Hiking Distance (round-trip): 1.8 miles
Difficulty: Easy to moderate
Cautions: Steep drop-offs; high temperatures during summer with little shade.
Many locations in canyon country see their share of crowds, but Capitol Reef is one place where you can still find trails that are so peaceful, you’ll think you’re in the backcountry. But despite the fact that Capitol Reef is a bit “off the radar” as Utah parks go, don’t be fooled into thinking that it’s a second-rate alternative to Arches and Bryce Canyon. With its sandstone arches, cliffs, slot canyons, and potholes, you’ll be wondering why more people don’t know about this region of canyon country.
A Reef in the Middle of the Desert
Capitol Reef might seem like an odd name for a national park located in the middle of redrock canyon country, but there’s a somewhat logical explanation. Bisecting the park from north to south is the Waterpocket Fold—a nearly 100-mile long “wrinkle” in the Earth’s crust. The geologic term for this wrinkle is a monocline, where one side of the fold is much steeper in comparison to the otherwise horizontal rock layers.

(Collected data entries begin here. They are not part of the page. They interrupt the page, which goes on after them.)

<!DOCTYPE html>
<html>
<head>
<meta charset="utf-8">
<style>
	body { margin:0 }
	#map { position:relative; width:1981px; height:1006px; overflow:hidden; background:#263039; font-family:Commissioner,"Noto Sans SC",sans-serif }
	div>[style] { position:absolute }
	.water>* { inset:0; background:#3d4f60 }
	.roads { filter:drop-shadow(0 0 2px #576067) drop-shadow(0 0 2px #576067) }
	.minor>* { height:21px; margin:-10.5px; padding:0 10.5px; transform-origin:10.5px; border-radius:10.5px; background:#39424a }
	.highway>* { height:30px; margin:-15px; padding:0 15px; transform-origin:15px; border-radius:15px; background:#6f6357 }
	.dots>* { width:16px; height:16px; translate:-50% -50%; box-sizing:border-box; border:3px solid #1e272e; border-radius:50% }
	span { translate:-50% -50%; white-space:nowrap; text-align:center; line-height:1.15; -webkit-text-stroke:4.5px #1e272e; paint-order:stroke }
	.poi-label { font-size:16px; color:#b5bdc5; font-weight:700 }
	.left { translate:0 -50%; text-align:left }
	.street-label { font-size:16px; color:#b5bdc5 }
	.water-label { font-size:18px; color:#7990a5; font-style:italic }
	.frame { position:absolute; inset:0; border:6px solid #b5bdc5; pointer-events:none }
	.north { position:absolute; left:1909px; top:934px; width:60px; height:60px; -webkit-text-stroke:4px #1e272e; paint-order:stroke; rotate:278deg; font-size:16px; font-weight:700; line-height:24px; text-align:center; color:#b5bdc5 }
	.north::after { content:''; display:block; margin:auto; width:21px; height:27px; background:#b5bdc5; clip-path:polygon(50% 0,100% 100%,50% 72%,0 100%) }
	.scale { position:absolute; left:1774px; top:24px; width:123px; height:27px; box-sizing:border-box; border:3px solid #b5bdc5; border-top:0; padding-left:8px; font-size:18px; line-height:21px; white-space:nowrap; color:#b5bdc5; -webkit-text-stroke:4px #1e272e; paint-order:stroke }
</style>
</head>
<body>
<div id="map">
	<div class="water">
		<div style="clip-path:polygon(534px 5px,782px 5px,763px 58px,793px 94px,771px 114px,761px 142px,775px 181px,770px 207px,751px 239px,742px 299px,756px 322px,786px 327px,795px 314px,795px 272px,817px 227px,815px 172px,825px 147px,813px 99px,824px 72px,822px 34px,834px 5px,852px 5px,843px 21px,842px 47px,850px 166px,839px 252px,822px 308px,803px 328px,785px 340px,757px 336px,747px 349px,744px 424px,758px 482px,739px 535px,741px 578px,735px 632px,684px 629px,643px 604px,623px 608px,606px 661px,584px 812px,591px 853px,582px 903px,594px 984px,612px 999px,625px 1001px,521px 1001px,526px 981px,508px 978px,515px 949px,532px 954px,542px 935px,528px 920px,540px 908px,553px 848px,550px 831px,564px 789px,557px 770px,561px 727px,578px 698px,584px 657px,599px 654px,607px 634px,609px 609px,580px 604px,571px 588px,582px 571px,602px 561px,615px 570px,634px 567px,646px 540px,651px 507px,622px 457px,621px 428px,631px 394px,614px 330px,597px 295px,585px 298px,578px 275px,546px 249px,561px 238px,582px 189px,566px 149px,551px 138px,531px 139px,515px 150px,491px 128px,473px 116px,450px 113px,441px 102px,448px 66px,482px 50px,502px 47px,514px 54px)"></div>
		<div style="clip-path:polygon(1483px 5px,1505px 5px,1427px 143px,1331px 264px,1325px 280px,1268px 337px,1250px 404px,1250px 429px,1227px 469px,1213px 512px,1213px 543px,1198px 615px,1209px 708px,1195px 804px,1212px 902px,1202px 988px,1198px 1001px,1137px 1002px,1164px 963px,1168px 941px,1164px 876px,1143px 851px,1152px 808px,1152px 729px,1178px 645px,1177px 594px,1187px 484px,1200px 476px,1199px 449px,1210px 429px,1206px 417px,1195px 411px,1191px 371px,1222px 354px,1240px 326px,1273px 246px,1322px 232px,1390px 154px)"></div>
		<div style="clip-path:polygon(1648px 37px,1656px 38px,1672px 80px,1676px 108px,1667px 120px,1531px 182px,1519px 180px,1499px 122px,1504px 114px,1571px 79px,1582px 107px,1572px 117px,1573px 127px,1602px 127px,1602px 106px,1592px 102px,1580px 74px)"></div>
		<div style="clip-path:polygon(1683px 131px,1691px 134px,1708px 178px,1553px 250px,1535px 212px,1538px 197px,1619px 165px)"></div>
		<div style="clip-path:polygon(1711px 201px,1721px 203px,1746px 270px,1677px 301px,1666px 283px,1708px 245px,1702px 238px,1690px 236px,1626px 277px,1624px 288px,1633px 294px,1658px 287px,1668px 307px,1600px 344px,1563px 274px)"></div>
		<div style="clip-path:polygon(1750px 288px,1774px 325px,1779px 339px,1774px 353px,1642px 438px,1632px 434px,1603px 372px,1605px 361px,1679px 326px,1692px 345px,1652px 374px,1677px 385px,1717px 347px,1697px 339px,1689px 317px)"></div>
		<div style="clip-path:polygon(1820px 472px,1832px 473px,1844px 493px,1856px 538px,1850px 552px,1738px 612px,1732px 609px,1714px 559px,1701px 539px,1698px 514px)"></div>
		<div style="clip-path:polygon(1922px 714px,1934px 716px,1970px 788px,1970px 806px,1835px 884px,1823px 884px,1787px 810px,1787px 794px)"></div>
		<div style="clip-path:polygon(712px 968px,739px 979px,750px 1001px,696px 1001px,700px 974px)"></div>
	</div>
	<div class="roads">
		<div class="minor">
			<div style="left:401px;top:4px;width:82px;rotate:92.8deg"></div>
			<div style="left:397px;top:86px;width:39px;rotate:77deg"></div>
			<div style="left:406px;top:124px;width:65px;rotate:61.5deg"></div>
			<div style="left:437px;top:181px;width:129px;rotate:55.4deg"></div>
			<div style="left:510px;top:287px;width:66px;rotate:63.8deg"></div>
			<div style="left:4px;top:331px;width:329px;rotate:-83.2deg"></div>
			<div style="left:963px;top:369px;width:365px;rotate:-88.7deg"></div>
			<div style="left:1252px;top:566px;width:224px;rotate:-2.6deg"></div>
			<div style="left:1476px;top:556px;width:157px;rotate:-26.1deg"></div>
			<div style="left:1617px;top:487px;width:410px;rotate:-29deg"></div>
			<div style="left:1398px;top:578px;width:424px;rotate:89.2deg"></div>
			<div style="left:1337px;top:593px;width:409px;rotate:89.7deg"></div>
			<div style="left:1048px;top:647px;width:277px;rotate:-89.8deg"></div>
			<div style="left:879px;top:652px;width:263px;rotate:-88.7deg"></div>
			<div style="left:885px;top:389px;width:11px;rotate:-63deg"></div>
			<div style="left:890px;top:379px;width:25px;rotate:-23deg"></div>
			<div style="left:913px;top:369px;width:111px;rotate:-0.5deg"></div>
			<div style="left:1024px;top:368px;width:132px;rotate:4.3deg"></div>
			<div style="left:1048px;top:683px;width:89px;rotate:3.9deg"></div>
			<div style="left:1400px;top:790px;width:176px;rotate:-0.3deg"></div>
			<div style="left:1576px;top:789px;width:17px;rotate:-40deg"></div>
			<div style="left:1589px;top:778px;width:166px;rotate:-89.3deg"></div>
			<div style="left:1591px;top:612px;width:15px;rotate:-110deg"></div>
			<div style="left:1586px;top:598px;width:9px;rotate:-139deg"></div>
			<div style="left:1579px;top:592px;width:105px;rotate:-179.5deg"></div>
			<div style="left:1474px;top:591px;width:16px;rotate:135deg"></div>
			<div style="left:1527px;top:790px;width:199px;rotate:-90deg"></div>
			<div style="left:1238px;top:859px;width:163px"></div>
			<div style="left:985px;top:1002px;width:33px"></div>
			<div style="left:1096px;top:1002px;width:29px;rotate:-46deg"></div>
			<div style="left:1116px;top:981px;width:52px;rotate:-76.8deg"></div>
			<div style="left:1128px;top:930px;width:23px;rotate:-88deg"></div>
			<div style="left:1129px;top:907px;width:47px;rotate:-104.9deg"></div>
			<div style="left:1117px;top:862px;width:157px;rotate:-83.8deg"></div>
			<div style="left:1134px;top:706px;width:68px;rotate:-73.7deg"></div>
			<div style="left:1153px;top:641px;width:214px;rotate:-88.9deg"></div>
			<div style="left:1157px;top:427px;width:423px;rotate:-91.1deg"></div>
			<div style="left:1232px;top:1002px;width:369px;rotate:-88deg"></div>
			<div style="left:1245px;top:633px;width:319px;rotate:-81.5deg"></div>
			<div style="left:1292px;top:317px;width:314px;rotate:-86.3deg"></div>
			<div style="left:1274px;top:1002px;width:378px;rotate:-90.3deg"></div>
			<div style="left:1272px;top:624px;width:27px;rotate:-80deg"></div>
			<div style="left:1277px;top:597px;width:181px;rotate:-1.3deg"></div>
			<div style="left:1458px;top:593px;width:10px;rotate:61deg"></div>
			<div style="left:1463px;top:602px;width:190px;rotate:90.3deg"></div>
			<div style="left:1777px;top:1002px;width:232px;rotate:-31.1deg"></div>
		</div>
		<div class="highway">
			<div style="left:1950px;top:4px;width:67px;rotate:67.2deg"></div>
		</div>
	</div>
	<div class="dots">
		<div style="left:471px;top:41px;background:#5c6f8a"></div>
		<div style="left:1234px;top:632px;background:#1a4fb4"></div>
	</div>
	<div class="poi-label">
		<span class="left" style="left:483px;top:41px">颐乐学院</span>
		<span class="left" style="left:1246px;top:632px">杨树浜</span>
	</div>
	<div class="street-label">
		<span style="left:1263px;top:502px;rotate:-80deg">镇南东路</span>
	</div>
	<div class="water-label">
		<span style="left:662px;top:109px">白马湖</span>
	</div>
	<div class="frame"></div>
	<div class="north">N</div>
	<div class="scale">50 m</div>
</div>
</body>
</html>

For early settlers, the Waterpocket Fold wasn’t so much a scenic wonder as it was a formidable roadblock. The barrier reminded them of the way an ocean reef poses a hazardous obstacle to mariners. The pioneers also thought the area’s dome-shaped rock formations looked a lot like the rotundas in Washington, D.C. Put these observations together and voilà—the name Capitol Reef.
Hickman Bridge Trail
Hickman Natural Bridge is one of the classic sites in Capitol Reef National Park, and easy access to the trailhead from Hwy 24 makes it the most popular hike in the park. From the parking area, the trail initially follows the bank of the Fremont River. After a short distance, the trail turns away from the river and climbs some steep switchbacks up the lower slope of the sandstone rim. At the top of the switchbacks, turn left at the signed junction. From here, it’s another .7 miles to Hickman Bridge.
The trail is not difficult to follow, but you will have to rely on rock cairns to guide you through certain sections. Eventually the trail brings you into the bottom of a wash, where you’ll pass a small natural bridge. (Kids love to play in the sand under this mini bridge, so if you’re hiking with children, be prepared for a delay here). After climbing out of the wash, you’ll soon reach a spur trail on the left, but continue straight on the main path to reach the base of the bridge.
Spanning 133 feet across, Hickman Bridge is carved from the fine-grained sandstone of the Kayenta Formation. According to the park, Hickman is a classic example of a natural bridge that formed over millions of years as intermittent flowing water eroded the sandstone. Some sources, however, say the bridge is technically an arch, having formed primarily through wind and weather erosion. Discussions about the arch’s origin serve as a reminder that science is not static; as researchers continue to learn more about geologic processes, theories often change.
Regardless of how it formed, Hickman Bridge is an inspiring example of geologic artistry. Take some time to walk around and look at the bridge from different perspectives. A wide-angle lens will help you capture the whole bridge in one photo. The trail passes under the bridge opening and loops around the backside of the bridge to connect with the spur junction you passed on your way in. You can also return the way you came without looping around, but you’ll miss out on a magnificent viewpoint that overlooks the Fruita Historic District. Be aware that climbing the bridge is not permitted.
The entrance to Capitol Reef National Park is roughly 135 miles from Moab, so you can make it an overnight trip, or you can combine it with a trip to other Utah national parks and monuments.
From Moab (144 miles): Head north from Moab on Hwy 191 for 31 miles to I-70. Turn left to merge onto I-70 west and continue for 33 miles to Exit 149 for UT-24. Head south on UT-24 for about 44 miles to the town of Hanksville. Turn right to continue on UT-24 west for 28 miles to the east entrance of Capitol Reef National Park. After you pass the Capitol Reef National Park entrance sign on the right side of the road, continue for 7 more miles. Turn right into the Hickman Bridge Trail parking area.